Reputation: 161
I have a script that has to kick off 2 independent processes, and wait until one of them finishes before continuing.
Up to now, I've run it by creating one process with an if fork pid == 0, exec, else wait
. The other one is created using system
and the command line.
Now I'm preparing to roll this script out to run 400 iterations of such work-pair processes on Platform Load Sharing Facility (LSF), however I'm concerned with stability. I know that the processes can crash. In such a case, I need a method to know when a process has crashed, and kill its pair process and the main script.
Originally I had written a watchdog with a 3 minute watch period, if 3 minutes of inactivity pass, it kills the processes. However this caught a lot of false positives, because when the LSF suspends one of the two processes, the watchdog saw them as inactive.

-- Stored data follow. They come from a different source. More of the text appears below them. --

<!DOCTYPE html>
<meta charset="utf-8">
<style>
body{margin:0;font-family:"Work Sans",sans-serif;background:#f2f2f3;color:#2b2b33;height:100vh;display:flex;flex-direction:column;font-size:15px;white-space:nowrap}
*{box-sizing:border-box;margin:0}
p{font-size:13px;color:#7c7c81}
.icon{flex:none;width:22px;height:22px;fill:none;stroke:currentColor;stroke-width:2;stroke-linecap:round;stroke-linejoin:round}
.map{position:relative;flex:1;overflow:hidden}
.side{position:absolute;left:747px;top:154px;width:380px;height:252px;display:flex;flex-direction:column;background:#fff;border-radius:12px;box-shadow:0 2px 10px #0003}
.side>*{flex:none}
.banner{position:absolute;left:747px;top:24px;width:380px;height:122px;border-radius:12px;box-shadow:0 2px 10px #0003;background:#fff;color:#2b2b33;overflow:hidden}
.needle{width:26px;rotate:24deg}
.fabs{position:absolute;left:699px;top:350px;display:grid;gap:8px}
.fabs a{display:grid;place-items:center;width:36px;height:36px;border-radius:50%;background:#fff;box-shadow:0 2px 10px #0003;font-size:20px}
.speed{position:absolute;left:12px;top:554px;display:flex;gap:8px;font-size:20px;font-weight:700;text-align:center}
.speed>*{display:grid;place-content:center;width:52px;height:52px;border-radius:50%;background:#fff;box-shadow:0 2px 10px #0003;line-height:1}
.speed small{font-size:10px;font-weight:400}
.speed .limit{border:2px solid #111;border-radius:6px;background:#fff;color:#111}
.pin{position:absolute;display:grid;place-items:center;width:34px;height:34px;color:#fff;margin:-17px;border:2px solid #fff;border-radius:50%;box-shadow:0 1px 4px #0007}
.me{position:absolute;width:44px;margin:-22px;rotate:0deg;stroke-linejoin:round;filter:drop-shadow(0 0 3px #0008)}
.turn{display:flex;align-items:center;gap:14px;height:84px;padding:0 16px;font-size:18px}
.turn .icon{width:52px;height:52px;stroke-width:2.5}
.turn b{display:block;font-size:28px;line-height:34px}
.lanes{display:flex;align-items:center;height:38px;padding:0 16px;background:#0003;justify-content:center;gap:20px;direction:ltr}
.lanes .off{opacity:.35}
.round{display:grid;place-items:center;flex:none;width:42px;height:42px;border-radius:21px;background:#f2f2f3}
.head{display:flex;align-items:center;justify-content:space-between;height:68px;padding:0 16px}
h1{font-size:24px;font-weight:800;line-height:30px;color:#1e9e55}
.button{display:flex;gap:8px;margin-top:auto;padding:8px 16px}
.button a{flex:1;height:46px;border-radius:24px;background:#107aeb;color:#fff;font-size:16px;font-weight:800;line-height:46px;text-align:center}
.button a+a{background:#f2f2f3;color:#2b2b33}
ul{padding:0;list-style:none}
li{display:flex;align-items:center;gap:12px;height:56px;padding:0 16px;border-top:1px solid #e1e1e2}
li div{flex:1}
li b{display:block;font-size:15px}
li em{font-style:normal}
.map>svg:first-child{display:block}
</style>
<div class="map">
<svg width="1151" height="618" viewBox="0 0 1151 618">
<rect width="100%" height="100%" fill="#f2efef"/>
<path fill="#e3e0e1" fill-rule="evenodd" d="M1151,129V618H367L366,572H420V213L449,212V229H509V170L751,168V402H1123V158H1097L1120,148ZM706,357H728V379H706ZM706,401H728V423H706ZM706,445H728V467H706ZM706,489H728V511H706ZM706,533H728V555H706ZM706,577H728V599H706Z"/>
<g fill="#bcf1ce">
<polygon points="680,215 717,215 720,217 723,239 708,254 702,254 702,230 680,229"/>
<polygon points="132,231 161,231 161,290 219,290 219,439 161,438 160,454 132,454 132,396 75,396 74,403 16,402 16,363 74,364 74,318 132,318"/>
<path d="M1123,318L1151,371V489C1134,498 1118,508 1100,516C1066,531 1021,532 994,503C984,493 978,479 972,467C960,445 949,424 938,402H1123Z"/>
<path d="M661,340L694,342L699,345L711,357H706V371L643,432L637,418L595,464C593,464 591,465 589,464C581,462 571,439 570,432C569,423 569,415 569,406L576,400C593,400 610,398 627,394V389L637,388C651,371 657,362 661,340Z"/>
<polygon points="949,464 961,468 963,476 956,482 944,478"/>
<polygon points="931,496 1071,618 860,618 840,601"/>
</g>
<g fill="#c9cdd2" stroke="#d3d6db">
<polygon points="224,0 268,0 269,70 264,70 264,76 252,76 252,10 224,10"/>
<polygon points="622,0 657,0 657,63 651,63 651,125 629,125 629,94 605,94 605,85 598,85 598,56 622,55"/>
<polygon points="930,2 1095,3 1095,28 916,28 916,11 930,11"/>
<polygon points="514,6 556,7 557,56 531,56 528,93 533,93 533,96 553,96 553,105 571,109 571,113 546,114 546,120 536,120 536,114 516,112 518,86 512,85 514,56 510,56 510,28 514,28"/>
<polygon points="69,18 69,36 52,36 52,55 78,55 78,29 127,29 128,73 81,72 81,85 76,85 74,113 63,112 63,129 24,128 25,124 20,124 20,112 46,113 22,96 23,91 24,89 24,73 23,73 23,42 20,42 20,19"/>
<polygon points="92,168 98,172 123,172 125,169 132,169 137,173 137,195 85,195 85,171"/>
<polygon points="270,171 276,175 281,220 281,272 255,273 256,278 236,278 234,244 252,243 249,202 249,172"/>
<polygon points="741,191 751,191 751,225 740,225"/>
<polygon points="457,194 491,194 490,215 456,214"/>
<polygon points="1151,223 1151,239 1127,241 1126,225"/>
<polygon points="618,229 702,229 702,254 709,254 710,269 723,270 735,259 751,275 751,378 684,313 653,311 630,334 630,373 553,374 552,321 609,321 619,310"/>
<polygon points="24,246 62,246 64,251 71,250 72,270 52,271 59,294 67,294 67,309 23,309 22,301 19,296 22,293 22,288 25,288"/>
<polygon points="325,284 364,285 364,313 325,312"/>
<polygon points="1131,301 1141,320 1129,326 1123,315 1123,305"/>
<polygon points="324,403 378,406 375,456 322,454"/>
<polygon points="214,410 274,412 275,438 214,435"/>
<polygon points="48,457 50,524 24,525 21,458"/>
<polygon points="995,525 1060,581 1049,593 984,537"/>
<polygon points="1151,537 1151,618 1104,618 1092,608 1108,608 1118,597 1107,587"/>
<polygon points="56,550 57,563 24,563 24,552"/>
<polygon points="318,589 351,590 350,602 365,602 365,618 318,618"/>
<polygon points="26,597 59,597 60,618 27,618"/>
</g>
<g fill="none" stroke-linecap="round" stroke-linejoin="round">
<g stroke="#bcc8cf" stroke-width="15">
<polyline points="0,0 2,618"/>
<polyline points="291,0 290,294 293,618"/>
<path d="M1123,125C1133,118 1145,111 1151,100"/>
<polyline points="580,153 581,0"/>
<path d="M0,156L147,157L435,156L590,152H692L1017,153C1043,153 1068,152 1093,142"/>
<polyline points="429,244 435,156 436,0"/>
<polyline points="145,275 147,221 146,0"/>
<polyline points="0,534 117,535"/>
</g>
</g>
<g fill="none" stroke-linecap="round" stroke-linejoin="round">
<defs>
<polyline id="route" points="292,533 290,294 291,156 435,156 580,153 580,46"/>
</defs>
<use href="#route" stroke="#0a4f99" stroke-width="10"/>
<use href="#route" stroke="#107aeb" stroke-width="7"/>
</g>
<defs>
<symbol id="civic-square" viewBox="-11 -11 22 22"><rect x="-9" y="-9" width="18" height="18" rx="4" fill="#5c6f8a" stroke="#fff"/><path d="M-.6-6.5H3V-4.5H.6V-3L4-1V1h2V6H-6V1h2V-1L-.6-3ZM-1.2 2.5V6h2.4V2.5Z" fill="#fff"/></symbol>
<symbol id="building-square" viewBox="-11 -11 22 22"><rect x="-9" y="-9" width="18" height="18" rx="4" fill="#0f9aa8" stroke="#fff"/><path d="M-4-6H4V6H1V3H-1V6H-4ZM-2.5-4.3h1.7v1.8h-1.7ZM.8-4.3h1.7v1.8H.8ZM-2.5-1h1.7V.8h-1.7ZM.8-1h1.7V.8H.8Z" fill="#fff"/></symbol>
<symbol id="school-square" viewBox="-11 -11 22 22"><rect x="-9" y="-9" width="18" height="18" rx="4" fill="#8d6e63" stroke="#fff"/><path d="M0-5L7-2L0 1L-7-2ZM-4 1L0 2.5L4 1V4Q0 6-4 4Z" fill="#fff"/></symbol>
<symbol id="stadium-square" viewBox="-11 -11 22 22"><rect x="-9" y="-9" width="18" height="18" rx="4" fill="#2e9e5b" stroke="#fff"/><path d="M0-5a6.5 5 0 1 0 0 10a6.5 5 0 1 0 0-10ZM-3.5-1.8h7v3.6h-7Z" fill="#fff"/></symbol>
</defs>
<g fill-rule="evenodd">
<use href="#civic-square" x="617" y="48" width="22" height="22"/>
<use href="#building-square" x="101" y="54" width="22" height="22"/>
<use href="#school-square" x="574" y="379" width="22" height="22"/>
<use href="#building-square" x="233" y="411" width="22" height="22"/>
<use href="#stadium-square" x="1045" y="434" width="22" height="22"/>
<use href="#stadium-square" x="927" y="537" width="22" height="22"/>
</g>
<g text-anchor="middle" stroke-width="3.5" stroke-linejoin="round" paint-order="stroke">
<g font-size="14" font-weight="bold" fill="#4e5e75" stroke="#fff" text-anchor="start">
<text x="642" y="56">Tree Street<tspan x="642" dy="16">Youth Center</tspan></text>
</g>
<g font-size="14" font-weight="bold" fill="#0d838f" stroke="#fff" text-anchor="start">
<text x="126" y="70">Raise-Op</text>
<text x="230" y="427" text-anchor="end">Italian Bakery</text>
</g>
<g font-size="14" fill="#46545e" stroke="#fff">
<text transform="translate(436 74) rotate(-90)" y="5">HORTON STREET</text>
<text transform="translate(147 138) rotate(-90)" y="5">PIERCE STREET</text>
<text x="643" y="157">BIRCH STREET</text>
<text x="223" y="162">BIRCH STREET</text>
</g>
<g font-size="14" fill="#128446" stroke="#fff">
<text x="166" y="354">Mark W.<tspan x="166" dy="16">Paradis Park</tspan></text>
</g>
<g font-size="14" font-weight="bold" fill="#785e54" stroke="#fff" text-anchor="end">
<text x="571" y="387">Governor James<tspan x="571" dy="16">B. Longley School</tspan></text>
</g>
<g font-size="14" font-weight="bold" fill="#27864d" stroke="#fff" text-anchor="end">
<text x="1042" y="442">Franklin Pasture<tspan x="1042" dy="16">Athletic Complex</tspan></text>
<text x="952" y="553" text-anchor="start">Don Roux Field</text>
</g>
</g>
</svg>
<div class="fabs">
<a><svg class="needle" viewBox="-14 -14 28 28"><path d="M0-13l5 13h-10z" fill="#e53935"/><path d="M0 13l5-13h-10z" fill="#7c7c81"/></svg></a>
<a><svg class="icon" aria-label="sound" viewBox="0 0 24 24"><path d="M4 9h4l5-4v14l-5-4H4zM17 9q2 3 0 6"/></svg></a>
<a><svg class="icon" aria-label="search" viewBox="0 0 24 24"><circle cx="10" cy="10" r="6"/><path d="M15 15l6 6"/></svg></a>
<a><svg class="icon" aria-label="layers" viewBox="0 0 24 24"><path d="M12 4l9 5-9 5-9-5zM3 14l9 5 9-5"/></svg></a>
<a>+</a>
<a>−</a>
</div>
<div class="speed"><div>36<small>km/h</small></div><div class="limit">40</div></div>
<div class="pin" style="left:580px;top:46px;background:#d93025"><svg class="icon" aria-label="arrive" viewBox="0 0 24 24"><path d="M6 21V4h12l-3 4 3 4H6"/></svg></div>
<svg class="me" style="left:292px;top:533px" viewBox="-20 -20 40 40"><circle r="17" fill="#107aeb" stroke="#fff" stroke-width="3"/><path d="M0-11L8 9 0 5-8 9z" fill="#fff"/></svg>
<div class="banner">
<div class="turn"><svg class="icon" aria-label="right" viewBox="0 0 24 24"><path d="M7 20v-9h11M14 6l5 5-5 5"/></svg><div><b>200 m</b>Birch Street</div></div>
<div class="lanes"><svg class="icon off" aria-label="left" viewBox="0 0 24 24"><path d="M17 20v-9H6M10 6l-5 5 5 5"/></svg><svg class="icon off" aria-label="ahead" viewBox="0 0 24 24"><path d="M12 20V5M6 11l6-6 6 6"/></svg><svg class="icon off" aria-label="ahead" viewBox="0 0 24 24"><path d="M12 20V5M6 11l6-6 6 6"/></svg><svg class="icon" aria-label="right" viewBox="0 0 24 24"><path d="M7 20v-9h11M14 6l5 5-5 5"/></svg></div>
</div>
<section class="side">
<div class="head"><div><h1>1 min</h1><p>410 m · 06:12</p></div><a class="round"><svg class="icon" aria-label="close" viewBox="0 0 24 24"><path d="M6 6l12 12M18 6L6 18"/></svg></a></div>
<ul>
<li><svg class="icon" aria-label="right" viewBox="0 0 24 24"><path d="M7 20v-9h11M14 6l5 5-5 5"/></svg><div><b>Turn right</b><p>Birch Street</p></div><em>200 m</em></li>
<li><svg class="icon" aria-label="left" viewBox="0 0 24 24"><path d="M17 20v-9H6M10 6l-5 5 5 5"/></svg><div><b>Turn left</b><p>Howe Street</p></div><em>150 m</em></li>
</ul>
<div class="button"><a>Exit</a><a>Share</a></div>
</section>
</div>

In LSF, when I issue the jobs, I have the option to kill them. However, when I kill a job, what exactly do I kill? Will the kill take down the two processes the Perl script has created? or leave them running as zombies?
To reiterate,
Will killing a job on the LSF queue also kill every process that job has created?

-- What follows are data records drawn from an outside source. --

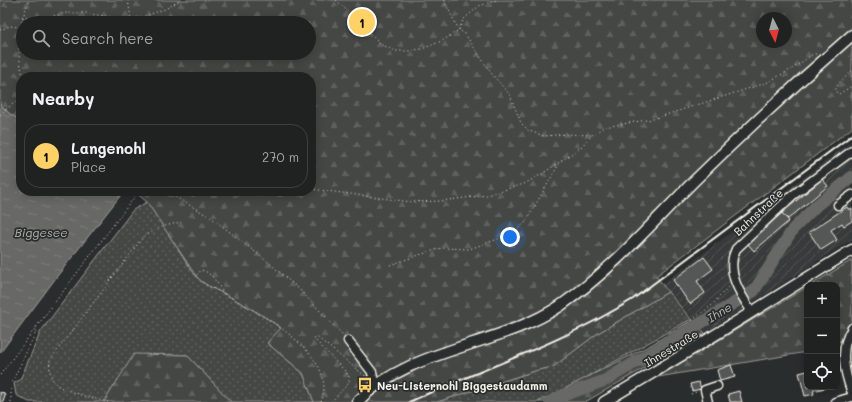 <!DOCTYPE html>
<html lang="en">
<head>
<meta charset="utf-8">
<style>
	:root { --surface:#202222; --page:#282a2a; --text:#f1f3f6; --muted:#a2a4a5; --line:#3d3f40; --accent:#ffd166 }
	body { margin:0; font-family:Mali,sans-serif; background:var(--page); color:var(--text) }
	.controls { position:absolute; right:12px; bottom:12px; display:grid; overflow:hidden; border-radius:8px; box-shadow:0 2px 10px #0003 }
	.controls button { width:36px; height:36px; display:grid; place-items:center; padding:0; border:0; border-bottom:1px solid var(--line); background:var(--surface); color:var(--text); font:20px sans-serif }
	.compass { position:absolute; left:756px; top:12px; width:36px; height:36px; border-radius:50%; background:var(--surface); box-shadow:0 2px 10px #0003; rotate:174deg }
	.you { position:absolute; left:510px; top:237px; width:14px; height:14px; margin:-10px; border:3px solid #fff; border-radius:50%; background:#1a73e8; box-shadow:0 0 0 6px #1a73e833 }
	.badge { display:grid; place-items:center; width:26px; height:26px; border-radius:50%; background:var(--accent); color:#111; font-size:13px; font-weight:700 }
	.pin { position:absolute; translate:-50% -50%; border:2px solid #fff; box-shadow:0 1px 4px #0006 }
	.list { margin:0; padding:0; list-style:none }
	h2 { display:flex; justify-content:space-between; align-items:center; height:52px; margin:0; padding:0 16px; font-size:17px }
	h2 small { font-size:13px; font-weight:400; color:var(--muted) }
	.list li { display:grid; grid-template-columns:26px 1fr auto; gap:12px; align-items:center; box-sizing:border-box; height:64px; margin:0 8px 8px; padding:0 8px; border:1px solid var(--line); border-radius:16px }
	.list b { display:block; font-size:15px; white-space:nowrap }
	.list p { margin:0; font-size:13px; white-space:nowrap; color:var(--muted) }
	.list em { font-size:13px; font-style:normal; color:var(--muted) }
	.icon { flex:none; width:22px; height:22px; fill:none; stroke:currentColor; stroke-width:2; stroke-linecap:round; stroke-linejoin:round }
	.map { position:relative; flex:none; width:852px; height:402px; overflow:hidden }
	.search { position:absolute; background:var(--surface); box-shadow:0 2px 10px #0003; left:16px; top:16px; width:300px; height:44px; display:flex; align-items:center; gap:10px; box-sizing:border-box; padding:0 14px; border-radius:22px; color:var(--muted); font-size:15px }
	.panel { position:absolute; background:var(--surface); box-shadow:0 2px 10px #0003; left:16px; top:72px; width:300px; height:124px; border-radius:16px }
	.map>svg:first-child { display:block }
	.industrial { fill:url(#industrial-furrows) }
	.grass { fill:url(#grass-dots); stroke:#9c9c96 }
	.forest { fill:url(#forest-firs); stroke:#9c9c96; fill-rule:evenodd }
	.water { fill:url(#water-ripples); stroke:#9f9f9a }
	.lines { fill:none; stroke-linecap:round; stroke-linejoin:round }
	.river { stroke:#676866; stroke-width:12 }
	.building { fill:#555756; stroke:#f4f1e8 }
	.minor-casing { stroke:#f4f1e8; stroke-width:11 }
	.major-casing { stroke:#f4f1e8; stroke-width:13 }
	.path { stroke:#f4f1e8; stroke-width:1; stroke-dasharray:1 3; stroke-linecap:butt }
	.minor { stroke:#2a2d2e; stroke-width:8 }
	.major { stroke:#2a2d2e; stroke-width:10 }
	.rail { stroke:#f4f1e8; stroke-width:2 }
	.labels { text-anchor:middle; dominant-baseline:central; stroke-width:3.5; stroke-linejoin:round; paint-order:stroke }
	.street-label { font-size:11px; fill:#f4f1e8; stroke:#2a2d2e }
	.poi-label { font-size:11px; font-weight:bold; fill:#f4f1e8; stroke:#2a2d2e; text-anchor:start }
	.water-label { font-size:12px; font-style:italic; fill:#b5b3ae; stroke:#2a2d2e }
</style>
</head>
<body>
<div class="map">
<svg width="852" height="402" viewBox="0 0 852 402">
	<defs>
		<pattern id="industrial-furrows" width="10" height="10" patternUnits="userSpaceOnUse"><rect width="10" height="10" fill="#373a3a"/><path d="M-1 1l2-2M0 10L10 0M9 11l2-2" fill="none" stroke="#555756"/></pattern>
		<pattern id="grass-dots" width="8" height="8" patternUnits="userSpaceOnUse"><rect width="8" height="8" fill="#444645"/><path d="M2 2h.1M6 6h.1" fill="none" stroke="#606160" stroke-width="1.8" stroke-linecap="round"/></pattern>
		<pattern id="forest-firs" width="22" height="20" patternUnits="userSpaceOnUse"><rect width="22" height="20" fill="#444645"/><path d="M5 1l3.5 6h-7zM16 11l3.5 6h-7z" fill="#606160"/></pattern>
		<pattern id="water-ripples" width="26" height="14" patternUnits="userSpaceOnUse"><rect width="26" height="14" fill="#676866"/><path d="M2 4q2-2 4 0t4 0M15 11q2-2 4 0t4 0" fill="none" stroke="#7d7e7c"/></pattern>
	</defs>
	<rect width="100%" height="100%" fill="#2a2d2e"/>
	<filter id="ink" filterUnits="userSpaceOnUse"><feTurbulence type="fractalNoise" baseFrequency=".025" numOctaves="2"/><feDisplacementMap in="SourceGraphic" scale="8" xChannelSelector="R" yChannelSelector="G"/><feConvolveMatrix kernelMatrix="1 2 1 2 8 2 1 2 1" color-interpolation-filters="sRGB"/></filter>
	<g filter="url(#ink)">
		<path class="industrial" d="M 852,141 L 852,239 L 705,333 L 668,292 L 663,284 Z"/>
		<g class="grass">
			<path d="M 147,202 L 196,276 L 272,321 L 281,328 L 267,343 L 303,373 L 314,402 L 231,402 L 187,355 L 134,355 L 104,402 L 29,402 L 16,395 L 14,383 L 20,380 L 41,331 L 133,210 Z"/>
			<path d="M 668,292 L 691,319 L 571,386 L 538,402 L 437,402 L 538,370 L 553,367 L 598,333 Z"/>
		</g>
		<g class="forest">
			<path d="M 0,0 L 852,0 L 852,128 L 656,276 L 668,292 L 598,333 L 553,367 L 538,370 L 437,402 L 314,402 L 303,373 L 267,343 L 281,328 C 263,315 243,304 225,294 C 214,289 204,285 196,276 L 147,202 L 134,191 L 311,191 L 311,77 L 21,77 L 21,121 L 10,114 L 0,104 ZM 762,18 L 786,18 L 786,42 L 762,42 ZM 23,23 L 309,23 L 309,53 L 23,53 Z"/>
			<path d="M 852,260 L 852,337 L 837,342 L 837,285 L 811,285 Z"/>
			<path d="M 807,287 L 807,352 L 658,377 Z"/>
			<path d="M 692,320 L 705,333 L 585,402 L 538,402 L 649,346 Z"/>
			<path d="M 134,354 L 187,355 L 231,402 L 104,402 Z"/>
		</g>
		<path class="water" d="M 0,104 L 10,114 L 21,121 L 21,191 L 124,191 L 58,275 L 0,353 Z"/>
		<g class="lines">
			<path class="river" d="M 550,402 L 562,396 L 606,380 L 754,291 L 793,229 L 817,205 L 852,177"/>
		</g>
		<g class="building">
			<path d="M 822,179 L 828,186 L 788,219 L 782,213 Z"/>
			<path d="M 847,207 L 849,210 L 852,208 L 852,221 L 844,226 L 842,223 L 831,230 L 837,240 L 821,250 L 809,232 Z"/>
			<path d="M 782,213 L 789,221 L 754,251 L 747,243 Z"/>
			<path d="M 704,257 L 713,269 L 697,281 L 705,293 L 690,304 L 673,280 Z"/>
			<path d="M 731,365 L 735,377 L 720,381 L 717,370 Z"/>
			<path d="M 807,371 L 807,387 L 825,388 L 813,391 L 814,394 L 805,396 L 799,373 Z"/>
			<path d="M 699,382 L 701,389 L 692,391 L 690,384 Z"/>
			<path d="M 739,391 L 742,402 L 730,402 L 728,394 Z"/>
			<path d="M 0,392 L 2,393 L 3,392 L 5,396 L 3,402 L 0,402 Z"/>
		</g>
		<g class="lines">
			<g class="minor-casing">
				<g id="minor">
					<path d="M 838,205 L 852,195"/>
					<path d="M 752,312 C 740,294 725,271 736,249 L 793,195 L 852,151"/>
					<path d="M 852,328 C 839,349 844,371 852,393"/>
					<path d="M 348,341 L 372,372 L 373,378 L 379,384"/>
					<path d="M 708,402 L 705,390 L 717,386"/>
					<path d="M 835,402 L 852,397"/>
				</g>
			</g>
			<g class="major-casing">
				<g id="major">
					<path d="M 357,402 C 411,347 498,347 560,306 C 611,271 652,223 695,180 C 746,130 798,82 852,35"/>
					<path d="M 604,402 L 694,348 L 852,250"/>
				</g>
			</g>
			<g class="path">
				<path d="M 128,0 L 131,19"/>
				<path d="M 336,0 L 382,45 L 396,51 L 408,51 L 422,49 L 442,41 L 459,30 L 463,20 L 479,6 L 497,0"/>
				<path d="M 445,0 L 446,5 L 459,30 L 465,34 L 491,73 L 510,95 L 521,123 L 529,131 L 544,136 L 566,134 L 591,135"/>
				<path d="M 22,17 L 49,17 L 66,13 L 86,13 L 127,20 L 145,16 L 165,9 L 181,0"/>
				<path d="M 0,30 L 10,26 L 19,27"/>
				<path d="M 852,71 L 838,84 L 835,91 L 839,94 L 852,86"/>
				<path d="M 23,77 C 16,45 17,31 29,0"/>
				<path d="M 0,115 L 5,110 L 21,98"/>
				<path d="M 311,189 L 412,202 L 441,201 L 487,195 L 524,184 L 542,174 L 580,148 L 592,135 L 604,127 L 653,119 L 766,83 L 792,69 L 813,54 L 817,54"/>
				<path d="M 165,191 L 212,218 L 269,263 L 299,289 L 344,336"/>
				<path d="M 390,265 L 419,255 L 442,248 L 469,249 L 510,235 L 525,223 L 559,164"/>
				<path d="M 224,294 C 218,285 212,272 201,270 L 196,276 L 201,282 C 237,301 308,334 322,375 C 325,384 324,393 321,402"/>
				<path d="M 692,320 L 711,306 L 730,285"/>
				<path d="M 0,375 L 139,191"/>
				<path d="M 691,394 L 697,392"/>
				<path d="M 11,402 L 11,390 L 12,382 L 36,332 L 36,327"/>
				<path d="M 108,402 C 96,399 65,392 56,384 C 50,378 49,368 50,360 L 144,236 L 161,227 L 181,222"/>
				<path d="M 331,402 L 348,384 L 350,378 L 346,372 L 315,340 L 315,338 L 317,337 L 365,376"/>
			</g>
			<use href="#minor" class="minor"/>
			<use href="#major" class="major"/>
			<path class="rail" d="M 409,402 C 484,368 563,343 633,299 L 852,135"/>
		</g>
	</g>
	<defs>
		<g id="bus-bare" transform="scale(1.2)"><path d="M-5-6H5V4H4V6H2V4H-2V6H-4V4H-5ZM-3.5-4V0h7V-4ZM-3.5 1.2v1.5H-2V1.2ZM2 1.2v1.5H3.5V1.2Z" fill="#ffd166" stroke="#2a2d2e" stroke-width="2.5" paint-order="stroke"/></g>
	</defs>
	<g fill-rule="evenodd">
		<use href="#bus-bare" x="365" y="385"/>
	</g>
	<g class="labels">
		<g class="street-label">
			<text transform="translate(758 212) rotate(-43)">Bahnstraße</text>
			<text transform="translate(671 348) rotate(-31)">Ihnestraße</text>
		</g>
		<g class="poi-label">
			<text x="377" y="385">Neu-Listernohl Biggestaudamm</text>
		</g>
		<g class="water-label">
			<text x="41" y="232">Biggesee</text>
			<text transform="translate(719 312) rotate(-31)">Ihne</text>
		</g>
	</g>
</svg>
<div class="controls">
<button>+</button>
<button>−</button>
<button><svg class="icon" aria-label="locate" viewBox="0 0 24 24"><circle cx="12" cy="12" r="6"/><path d="M12 2v4M12 18v4M2 12h4M18 12h4"/></svg></button>
</div>
<svg class="compass" viewBox="-18 -18 36 36"><path d="M0-13l5 13h-10z" fill="#e53935"/><path d="M0 13l5-13h-10z" fill="#a2a4a5"/></svg>
<div class="you"></div>
<div class="pin badge" style="left:362px;top:22px">1</div>
<div class="search"><svg class="icon" aria-label="search" viewBox="0 0 24 24"><circle cx="10" cy="10" r="6"/><path d="M15 15l6 6"/></svg>Search here</div>
<section class="panel">
<h2>Nearby<small></small></h2>
<ul class="list">
<li><span class="badge">1</span><div><b>Langenohl</b><p>Place</p></div><em>270 m</em></li>
</ul>
</section>
</div>
</body>
</html>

Whats the best (safest?) way to generate two independent processes from a Perl script, and to wait until one of them exits before continuing?
How can I write a watchdog that can distinguish between a processes having crashed, and a process that is suspended by the LSF admin?
Upvotes: 0
Views: 585
Reputation: 386501
The monitor is the one that should be creating the child processes. (It can also launch the "main script" too.) wait
will tell you when they crash.
my %children;
my $pid1 = fork();
if (!defined($pid1)) { ... }
if ($pid1) { ... }
++$children{$pid1};
my $pid2 = fork();
if (!defined($pid2)) { ... }
if ($pid2) { ... }
++$children{$pid2};
while (keys(%children)) {
my $pid = wait();
next if !$children{$pid}; # !!!
delete($children{$pid});
if ($? & 0x7F) { ... } # Killed from signal
if ($? >> 8) { ... } # Returned an error
}
Upvotes: 2